> _REQUIRED ACTION_
Line for line, the listing below is to be transcribed exactly.

> _DATA EXTRACT_
━━━━━━━━━━

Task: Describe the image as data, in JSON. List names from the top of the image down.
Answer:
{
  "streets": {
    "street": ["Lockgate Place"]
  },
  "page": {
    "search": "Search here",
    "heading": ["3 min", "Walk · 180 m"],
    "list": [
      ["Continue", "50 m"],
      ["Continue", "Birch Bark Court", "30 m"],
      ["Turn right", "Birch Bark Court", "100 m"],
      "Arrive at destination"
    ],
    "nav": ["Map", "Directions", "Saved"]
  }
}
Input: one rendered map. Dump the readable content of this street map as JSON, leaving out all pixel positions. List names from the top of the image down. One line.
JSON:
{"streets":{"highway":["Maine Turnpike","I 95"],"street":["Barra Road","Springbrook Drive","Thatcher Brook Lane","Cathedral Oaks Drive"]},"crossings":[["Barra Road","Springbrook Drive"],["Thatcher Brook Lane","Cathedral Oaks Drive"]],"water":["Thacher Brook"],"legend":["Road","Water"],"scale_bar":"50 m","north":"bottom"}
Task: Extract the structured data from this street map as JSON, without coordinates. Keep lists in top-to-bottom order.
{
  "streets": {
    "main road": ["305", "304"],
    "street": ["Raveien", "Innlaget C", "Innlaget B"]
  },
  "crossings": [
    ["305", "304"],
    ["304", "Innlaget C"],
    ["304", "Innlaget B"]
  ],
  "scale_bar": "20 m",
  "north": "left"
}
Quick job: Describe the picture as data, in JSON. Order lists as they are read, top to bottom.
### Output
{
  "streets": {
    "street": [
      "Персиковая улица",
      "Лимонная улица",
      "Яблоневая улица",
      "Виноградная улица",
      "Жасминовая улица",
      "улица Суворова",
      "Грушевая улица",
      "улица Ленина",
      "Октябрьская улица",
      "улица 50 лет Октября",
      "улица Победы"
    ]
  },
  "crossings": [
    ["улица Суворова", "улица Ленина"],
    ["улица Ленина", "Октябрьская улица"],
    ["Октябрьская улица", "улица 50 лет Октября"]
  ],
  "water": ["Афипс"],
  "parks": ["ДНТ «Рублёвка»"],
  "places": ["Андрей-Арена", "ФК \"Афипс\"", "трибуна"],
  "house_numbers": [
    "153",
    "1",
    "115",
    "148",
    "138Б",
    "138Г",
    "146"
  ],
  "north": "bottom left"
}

━━━━━━━━━━

> _ANSWER AREA_
Task: Describe the image as data, in JSON. List names from the top of the image down.
Answer:
{
  "streets": {
    "street": ["Lockgate Place"]
  },
  "page": {
    "search": "Search here",
    "heading": ["3 min", "Walk · 180 m"],
    "list": [
      ["Continue", "50 m"],
      ["Continue", "Birch Bark Court", "30 m"],
      ["Turn right", "Birch Bark Court", "100 m"],
      "Arrive at destination"
    ],
    "nav": ["Map", "Directions", "Saved"]
  }
}
Input: one rendered map. Dump the readable content of this street map as JSON, leaving out all pixel positions. List names from the top of the image down. One line.
JSON:
{"streets":{"highway":["Maine Turnpike","I 95"],"street":["Barra Road","Springbrook Drive","Thatcher Brook Lane","Cathedral Oaks Drive"]},"crossings":[["Barra Road","Springbrook Drive"],["Thatcher Brook Lane","Cathedral Oaks Drive"]],"water":["Thacher Brook"],"legend":["Road","Water"],"scale_bar":"50 m","north":"bottom"}
Task: Extract the structured data from this street map as JSON, without coordinates. Keep lists in top-to-bottom order.
{
  "streets": {
    "main road": ["305", "304"],
    "street": ["Raveien", "Innlaget C", "Innlaget B"]
  },
  "crossings": [
    ["305", "304"],
    ["304", "Innlaget C"],
    ["304", "Innlaget B"]
  ],
  "scale_bar": "20 m",
  "north": "left"
}
Quick job: Describe the picture as data, in JSON. Order lists as they are read, top to bottom.
### Output
{
  "streets": {
    "street": [
      "Персиковая улица",
      "Лимонная улица",
      "Яблоневая улица",
      "Виноградная улица",
      "Жасминовая улица",
      "улица Суворова",
      "Грушевая улица",
      "улица Ленина",
      "Октябрьская улица",
      "улица 50 лет Октября",
      "улица Победы"
    ]
  },
  "crossings": [
    ["улица Суворова", "улица Ленина"],
    ["улица Ленина", "Октябрьская улица"],
    ["Октябрьская улица", "улица 50 лет Октября"]
  ],
  "water": ["Афипс"],
  "parks": ["ДНТ «Рублёвка»"],
  "places": ["Андрей-Арена", "ФК \"Афипс\"", "трибуна"],
  "house_numbers": [
    "153",
    "1",
    "115",
    "148",
    "138Б",
    "138Г",
    "146"
  ],
  "north": "bottom left"
}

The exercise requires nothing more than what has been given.